Minsk und Moskau im Streit junge Welt 05.06.2009
Belarus stellt strategisches Bündnis mit Rußland offen in Frage
Von Tomasz Konicz
Zwischen Minsk und Moskau ist die Stimmung schlecht. Der russische
Finanzminister Alexej Kudrin kritisierte Ende Mai die exponierte Rolle des
belarussischen Staates in Wirtschafts- und Währungsfragen als »sinnlose
Politik«. Zudem nehme Belarus gegenüber Rußland eine »parasitäre Haltung« ein,
so Kudrin am Donnerstag vergangener Woche im Anschluß an eine Staatsvisite in
Minsk. Der belarussische Staatschef Alexander Lukaschenko konterte diese
liberale Kritik am folgenden Tag, indem er dem russischen Finanzminister
vorwarf, sich mit dem »weißrussischen Abschaum« gemein zu machen, der – bezahlt
durch »westliches Geld« – baren »Unsinn verbreitet«.
Entzündet hatte sich dieser jegliche diplomatische Standards weit
unterschreitende verbale Schlagabtausch - mal wieder – an Geldfragen. Es geht um
die Auszahlung der letzten Rate eines zwei Milliarden US-Dollar umfassenden
Kredits, den Moskau seinem westlichen Nachbarland gewährt hatte. Während seiner
gemeinsam mit dem russischen Regierungschef Wladimir Putin absolvierten Visite
in Minsk habe er der belarussischen Führung angeboten, die letzte Tranche in
Höhe von 500 Millionen US-Dollar in Rubel auszuzahlen, erläuterte Kudrin. Dies
habe aber die Regierung in Minsk entschieden abgelehnt.

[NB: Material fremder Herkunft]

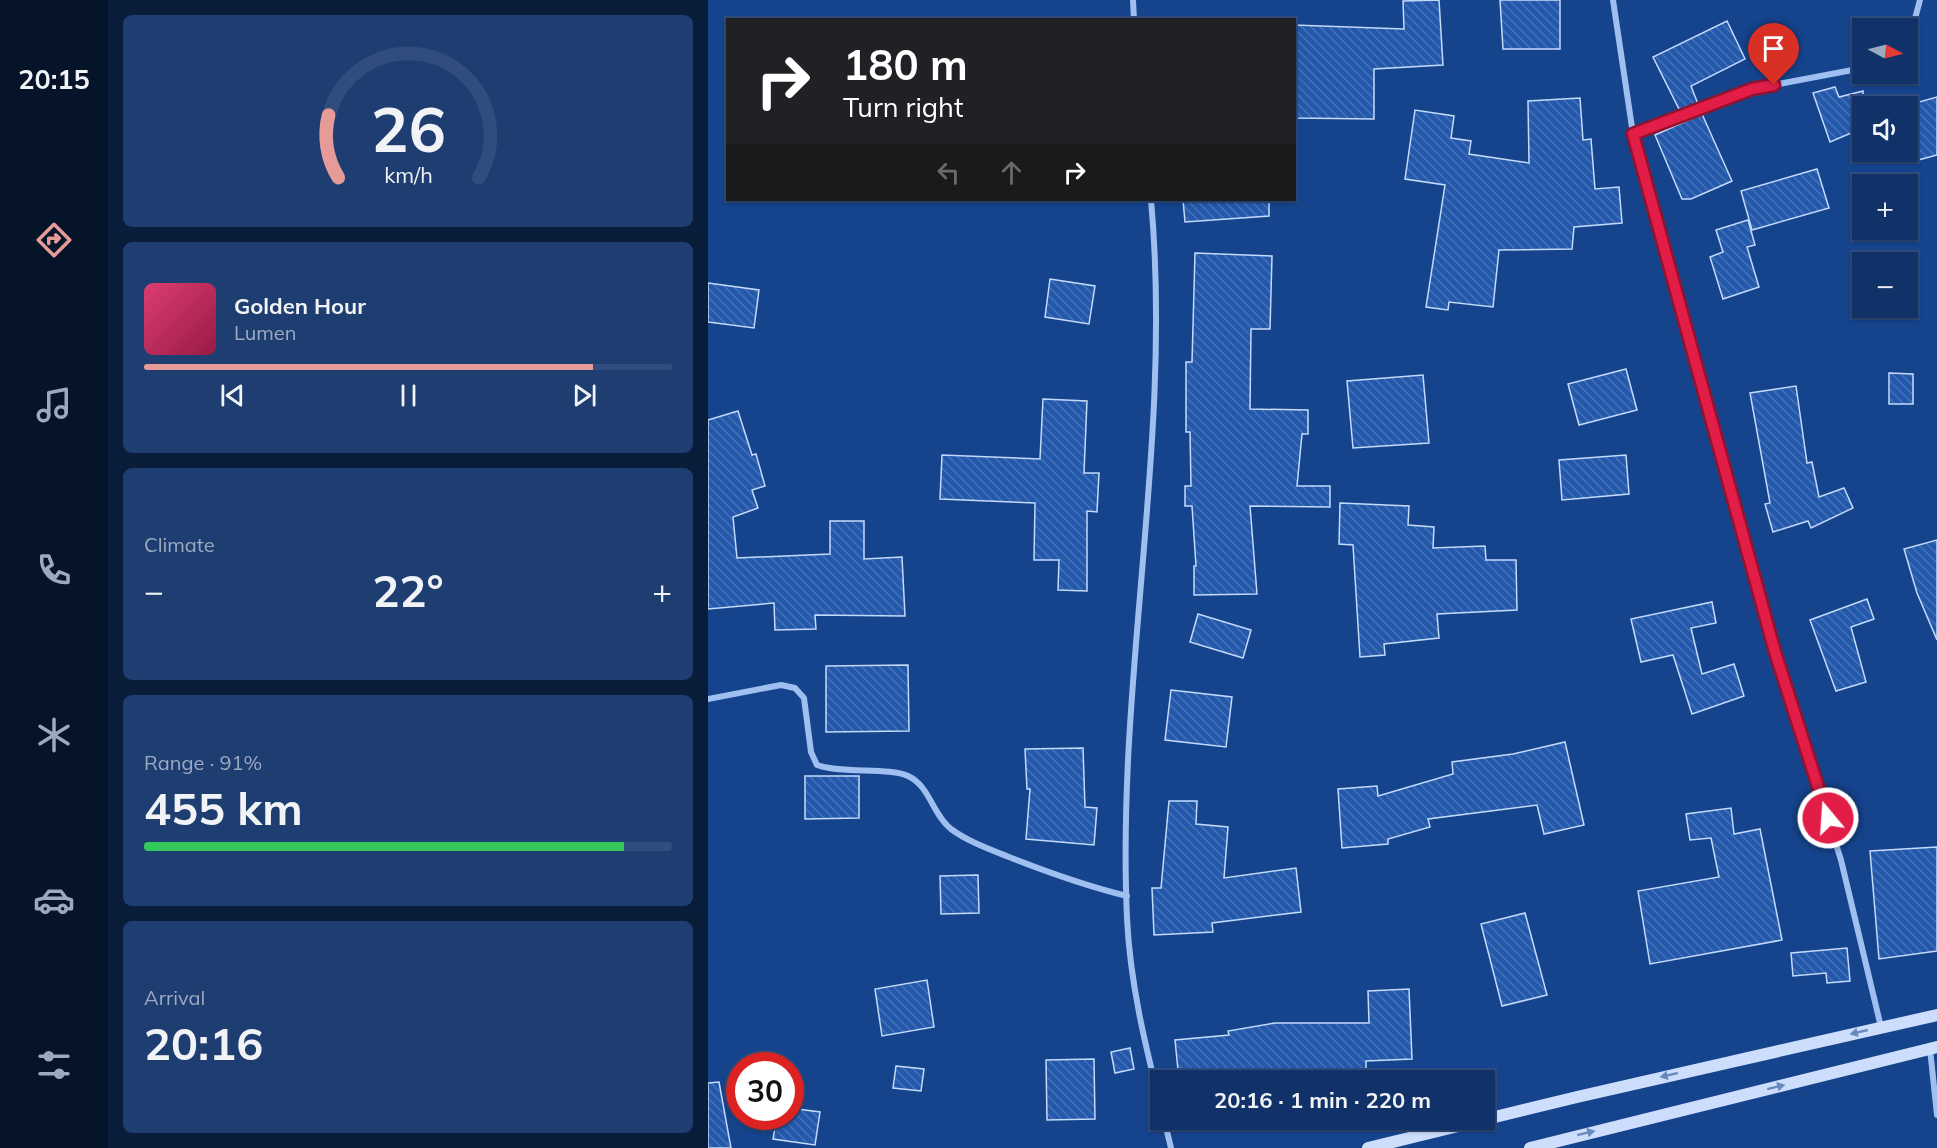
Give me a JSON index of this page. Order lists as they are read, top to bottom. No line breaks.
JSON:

Hieran schloß der russische Finanzminister seinen Frontalangriff auf die
belarussische Wirtschaftspolitik an. Sollte Belarus sein derzeitiges
Ausgabenniveau beibehalten, so drohe dem einstmals engen Verbündeten Moskaus in
absehbarer Zeit der Staatsbankrott, warnte Kudrin.

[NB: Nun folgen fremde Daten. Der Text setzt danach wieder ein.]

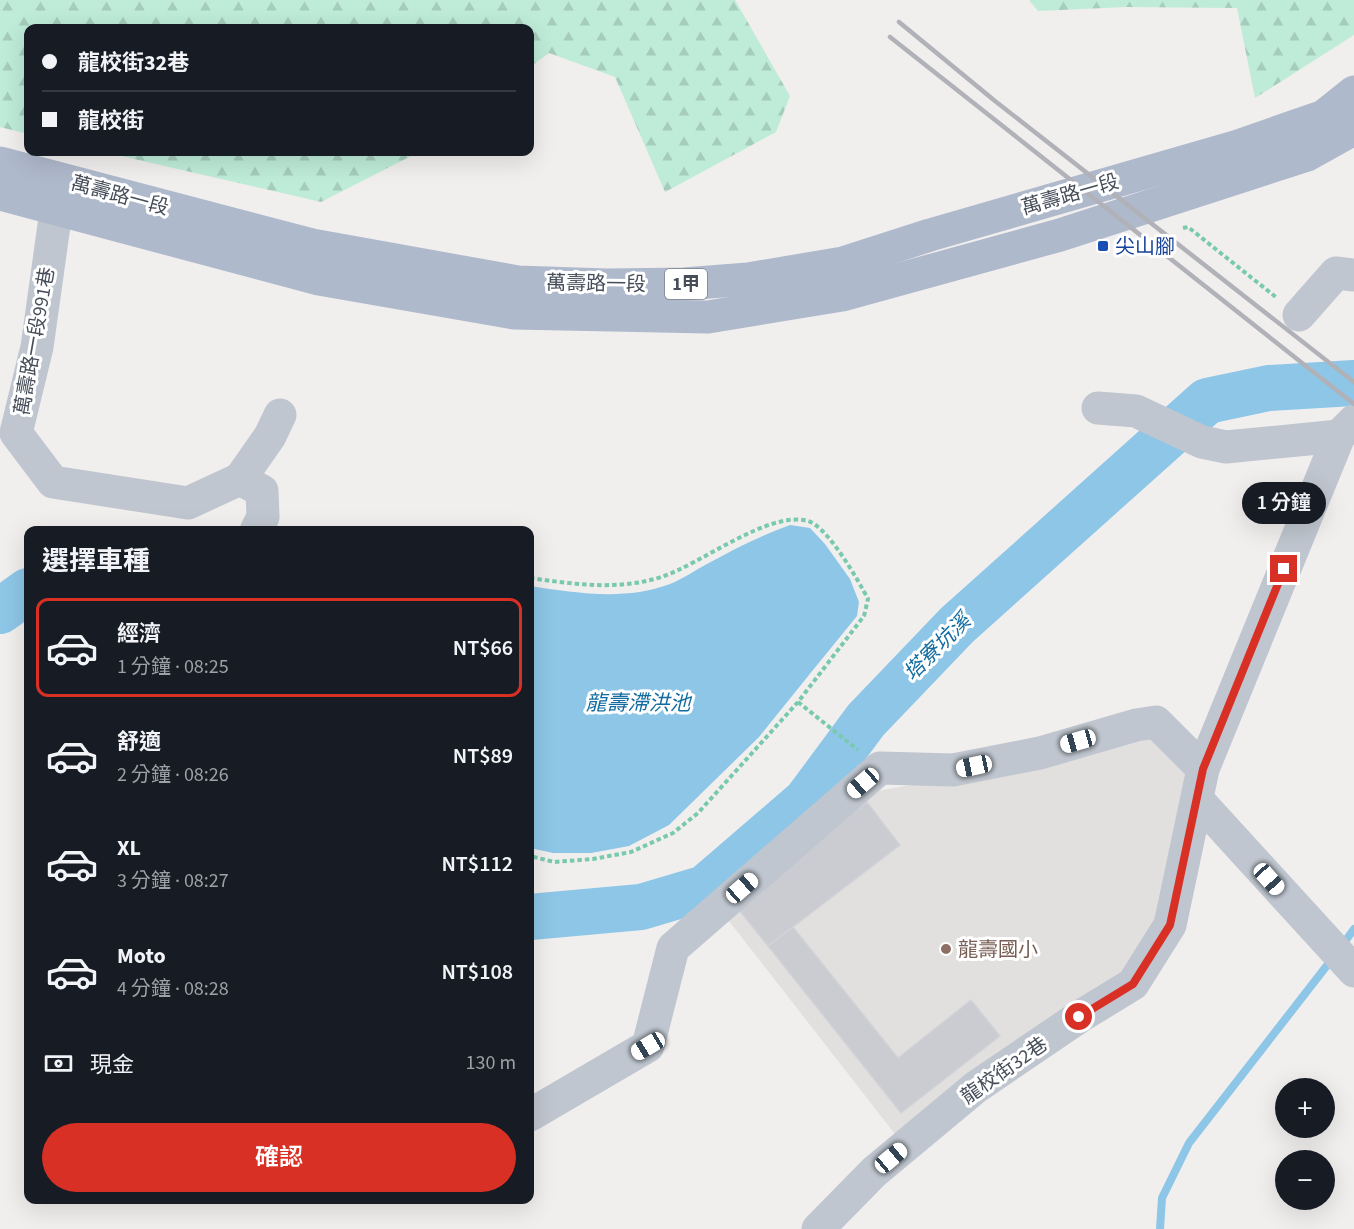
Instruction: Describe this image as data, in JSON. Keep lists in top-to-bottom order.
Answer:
{
  "streets": {
    "main road": ["萬壽路一段", "1甲"],
    "street": ["萬壽路一段991巷", "龍校街32巷"]
  },
  "crossings": [
    ["萬壽路一段", "萬壽路一段991巷"]
  ],
  "water": ["塔寮坑溪", "龍壽滯洪池"],
  "places": {
    "transit": ["尖山腳"],
    "other": ["龍壽國小"]
  },
  "page": {
    "banner": ["龍校街32巷", "龍校街"],
    "bubble": "1 分鐘",
    "heading": "選擇車種",
    "list": [
      {
        "name": "經濟",
        "note": "1 分鐘 · 08:25",
        "value": "NT$66"
      },
      {
        "name": "舒適",
        "note": "2 分鐘 · 08:26",
        "value": "NT$89"
      },
      {
        "name": "XL",
        "note": "3 分鐘 · 08:27",
        "value": "NT$112"
      },
      {
        "name": "Moto",
        "note": "4 分鐘 · 08:28",
        "value": "NT$108"
      }
    ],
    "pay": ["現金", "130 m"],
    "map_buttons": ["+", "−"],
    "buttons": "確認"
  }
}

Tatsächlich haben die enormen Preissteigerung für russische Energieträger
mitsamt der nun voll einsetzenden Weltwirtschaftskrise die belarussische
Wirtschaft hart getroffen. Der Preis für russisches Erdgas hat sich für Belarus
binnen weniger Jahre auf 148 US-Dollar pro 1000 Kubikmeter verdreifacht.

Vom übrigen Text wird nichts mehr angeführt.